One element is that commerce has shifted dramatically to the digital sphere. eCommerce boomed, rising from a total market value of $449 billion in 2017 to $517 billion in 2018. Online retail purchases now represent almost 15% of all retail spending, and the numbers are still going up.
What’s more, many of our regular activities have transferred to the internet, like ordering a cab, booking a doctor’s appointment, or checking on bus times. As web interactions become fundamental to our daily lives, web accessibility has become more important.
The last few years also saw a spread in awareness about web accessibility. High profile lawsuits and the increasing knowledge about ADA title III means that people with disabilities now know that they have legal recourse when they can’t complete activities online. Millennials and Generation Z are also a lot less likely to stay quiet in the face of discrimination and inaccessibility.
At the moment, the legal environment in the US makes it very advantageous for someone with disabilities to sue businesses under ADA Title III. Unlike many other areas of the law, ADA makes it clear that the defendant automatically has to pay the plaintiff’s legal fees, so a disabled user has nothing to lose by filing a lawsuit.
The vast majority of ADA Title III lawsuits find in favor of the plaintiff. Through a series of findings, settlement agreements, and an official letter to lawmakers, the Department of Justice (DOJ) has made it clear that ADA compliance includes web accessibility.
Since it’s almost inevitable that the court would find in favor of the plaintiff, small business owners often feel that they have no choice but to settle out of court. The cost of defending a lawsuit would destroy even a medium-sized business, but the average settlement agreement still comes to $35,000.
The implications are clear: a non-accessible website is a major liability for any company operating on the web today. It’s worth remembering that the market of people with disabilities is also rising. At around $21 billion, it’s worth more than the African-American and the Hispanic markets combined.
In 2019, digital accessibility has become a fundamental principle for all marketers and businesses who understand that users’ needs always come first. If you want to keep your business safe from ADA web accessibility lawsuits, appeal to customers with disabilities, and feel that you are upholding the social fabric, you need an accessibility solution for your website.

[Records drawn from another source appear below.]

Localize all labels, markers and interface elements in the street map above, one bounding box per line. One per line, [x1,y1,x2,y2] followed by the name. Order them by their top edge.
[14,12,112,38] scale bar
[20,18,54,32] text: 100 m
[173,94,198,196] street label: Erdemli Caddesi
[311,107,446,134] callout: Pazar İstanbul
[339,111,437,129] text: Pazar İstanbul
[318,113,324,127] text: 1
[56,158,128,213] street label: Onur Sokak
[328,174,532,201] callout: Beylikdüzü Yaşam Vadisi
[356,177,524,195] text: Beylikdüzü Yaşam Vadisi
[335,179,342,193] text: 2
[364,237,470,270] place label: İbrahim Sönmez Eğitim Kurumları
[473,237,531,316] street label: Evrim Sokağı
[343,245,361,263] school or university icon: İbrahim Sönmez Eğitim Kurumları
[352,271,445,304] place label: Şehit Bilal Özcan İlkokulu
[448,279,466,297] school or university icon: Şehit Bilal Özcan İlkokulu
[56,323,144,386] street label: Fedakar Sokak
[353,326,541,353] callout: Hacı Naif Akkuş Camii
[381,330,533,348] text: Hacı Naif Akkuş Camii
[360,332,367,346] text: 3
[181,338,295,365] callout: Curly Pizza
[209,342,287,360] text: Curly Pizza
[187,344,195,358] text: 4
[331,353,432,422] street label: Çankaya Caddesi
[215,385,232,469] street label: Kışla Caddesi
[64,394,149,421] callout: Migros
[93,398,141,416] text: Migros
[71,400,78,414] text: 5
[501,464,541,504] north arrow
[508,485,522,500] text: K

Hundreds of web agency owners have expressed their fear that their clients would get sued if they don’t provide accessible sites, but that any manual solution would take months to implement and cost thousands of dollars. Web agencies were waiting in trepidation to see if they would get hit with the fallout from an ADA title III lawsuit.
Although the DOJ has declined to adopt any official legal standard for the ADA, it has frequently referenced the Web Content Accessibility Guidelines (WCAG) 2.0. Many rulings set WCAG 2.0 Level AA as the goal for website accessibility, even though this isn’t codified into law. At the moment, WCAG 2.0 is the best measure of web accessibility when it comes to federal law, and it’s unlikely that a site that’s WCAG 2.0 Level AA compliant would be sued for lack of accessibility.